▶ _Provided records_:

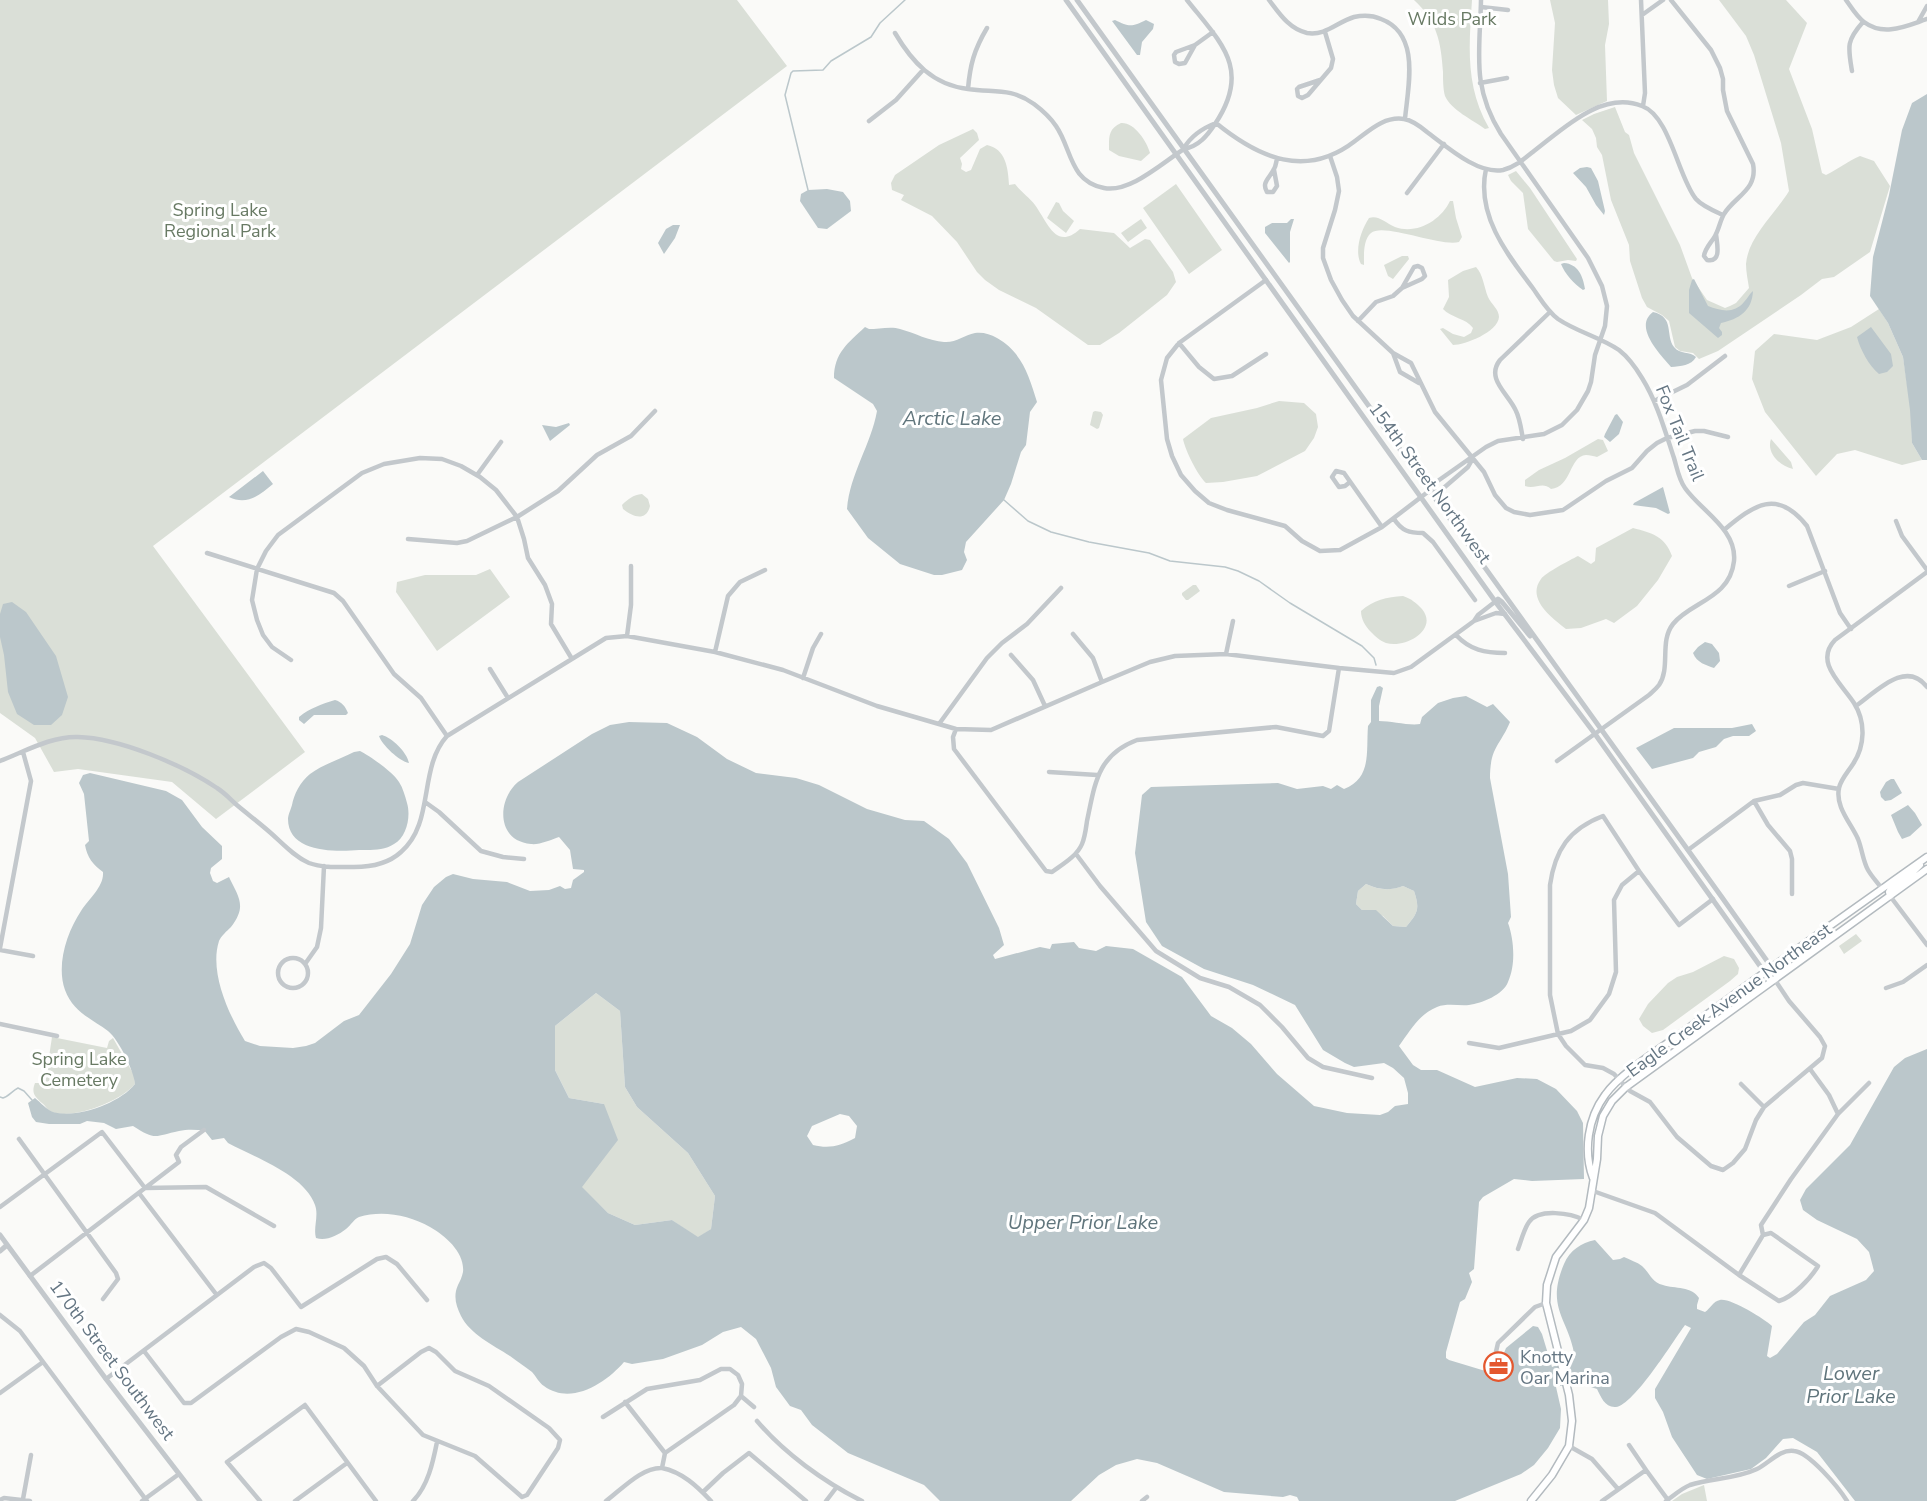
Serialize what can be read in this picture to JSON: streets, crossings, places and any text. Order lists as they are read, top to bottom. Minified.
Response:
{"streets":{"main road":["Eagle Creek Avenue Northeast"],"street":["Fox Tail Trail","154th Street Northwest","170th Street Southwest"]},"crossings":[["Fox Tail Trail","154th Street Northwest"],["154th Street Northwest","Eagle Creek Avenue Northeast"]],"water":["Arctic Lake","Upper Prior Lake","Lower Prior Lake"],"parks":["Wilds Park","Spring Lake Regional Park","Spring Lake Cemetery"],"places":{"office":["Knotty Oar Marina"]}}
--
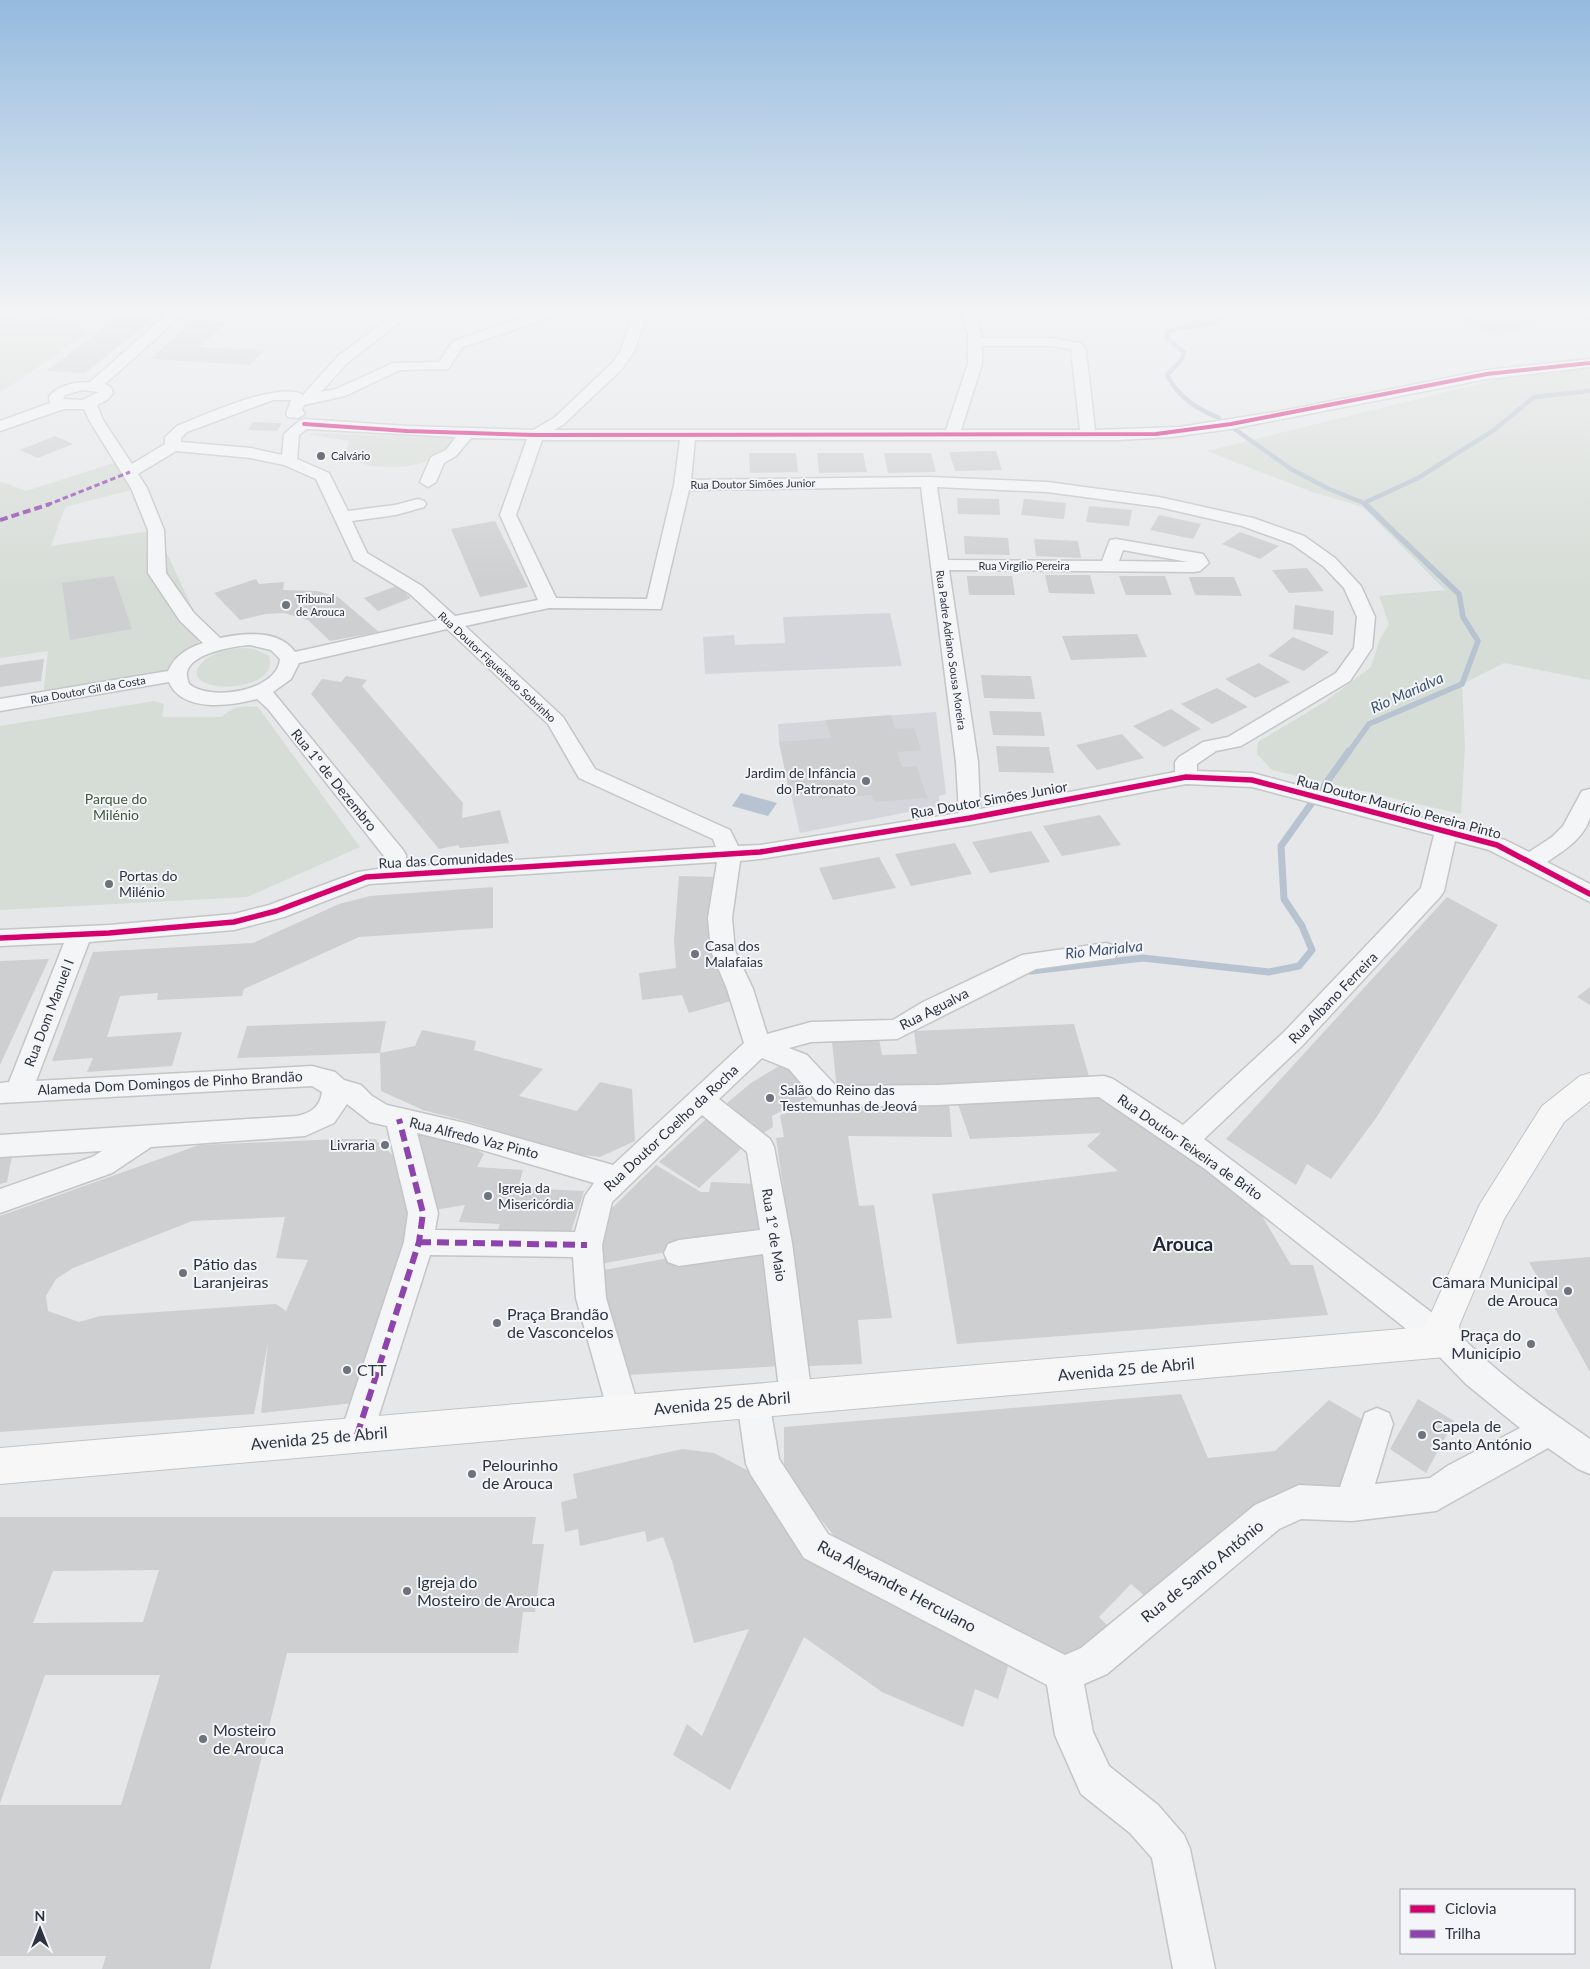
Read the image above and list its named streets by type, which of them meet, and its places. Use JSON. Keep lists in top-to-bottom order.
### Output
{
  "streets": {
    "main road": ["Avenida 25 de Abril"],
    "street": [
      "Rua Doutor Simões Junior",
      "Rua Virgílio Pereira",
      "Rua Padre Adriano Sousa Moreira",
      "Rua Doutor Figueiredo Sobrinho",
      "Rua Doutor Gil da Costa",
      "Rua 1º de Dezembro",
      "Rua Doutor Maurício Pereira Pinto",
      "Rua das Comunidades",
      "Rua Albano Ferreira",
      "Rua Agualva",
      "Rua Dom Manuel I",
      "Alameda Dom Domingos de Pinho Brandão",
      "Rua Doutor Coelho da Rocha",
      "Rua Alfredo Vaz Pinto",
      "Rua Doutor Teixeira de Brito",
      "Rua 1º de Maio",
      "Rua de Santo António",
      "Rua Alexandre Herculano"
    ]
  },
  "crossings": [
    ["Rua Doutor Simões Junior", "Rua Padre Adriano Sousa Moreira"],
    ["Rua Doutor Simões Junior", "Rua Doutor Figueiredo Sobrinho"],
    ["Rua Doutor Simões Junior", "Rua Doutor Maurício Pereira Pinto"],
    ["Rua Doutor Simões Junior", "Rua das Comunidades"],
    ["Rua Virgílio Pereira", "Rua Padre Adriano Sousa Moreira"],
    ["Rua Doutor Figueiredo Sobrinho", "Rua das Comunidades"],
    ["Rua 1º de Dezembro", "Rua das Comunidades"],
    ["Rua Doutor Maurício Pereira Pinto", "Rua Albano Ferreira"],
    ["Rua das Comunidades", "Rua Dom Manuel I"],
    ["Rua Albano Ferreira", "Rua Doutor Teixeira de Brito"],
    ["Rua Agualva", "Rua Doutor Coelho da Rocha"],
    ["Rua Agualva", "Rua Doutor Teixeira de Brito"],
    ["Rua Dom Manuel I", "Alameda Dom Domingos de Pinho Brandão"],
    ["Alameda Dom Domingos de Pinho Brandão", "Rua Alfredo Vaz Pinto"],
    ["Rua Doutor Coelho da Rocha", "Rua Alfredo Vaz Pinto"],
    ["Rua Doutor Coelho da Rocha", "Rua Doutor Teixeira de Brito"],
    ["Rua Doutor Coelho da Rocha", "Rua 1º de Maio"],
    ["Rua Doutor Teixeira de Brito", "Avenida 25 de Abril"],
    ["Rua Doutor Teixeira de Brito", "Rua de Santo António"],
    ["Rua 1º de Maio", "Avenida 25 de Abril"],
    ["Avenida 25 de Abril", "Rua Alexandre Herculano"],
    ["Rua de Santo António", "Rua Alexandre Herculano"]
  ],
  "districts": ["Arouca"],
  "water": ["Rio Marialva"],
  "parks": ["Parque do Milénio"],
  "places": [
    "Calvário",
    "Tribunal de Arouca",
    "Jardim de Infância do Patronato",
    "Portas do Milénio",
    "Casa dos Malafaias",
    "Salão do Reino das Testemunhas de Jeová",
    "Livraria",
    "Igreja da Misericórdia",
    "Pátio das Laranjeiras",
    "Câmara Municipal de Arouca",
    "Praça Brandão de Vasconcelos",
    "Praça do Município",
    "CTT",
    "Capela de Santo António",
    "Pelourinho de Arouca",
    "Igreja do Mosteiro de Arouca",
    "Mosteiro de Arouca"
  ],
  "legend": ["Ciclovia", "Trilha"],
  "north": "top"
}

▶ _Problem details_: Find each line above that contains "bottom", and copy those lines.

▶ _Task output_:
Serialize what can be read in this picture to JSON: streets, crossings, places and any text. Order lists as they are read, top to bottom. Minified.
Read the image above and list its named streets by type, which of them meet, and its places. Use JSON. Keep lists in top-to-bottom order.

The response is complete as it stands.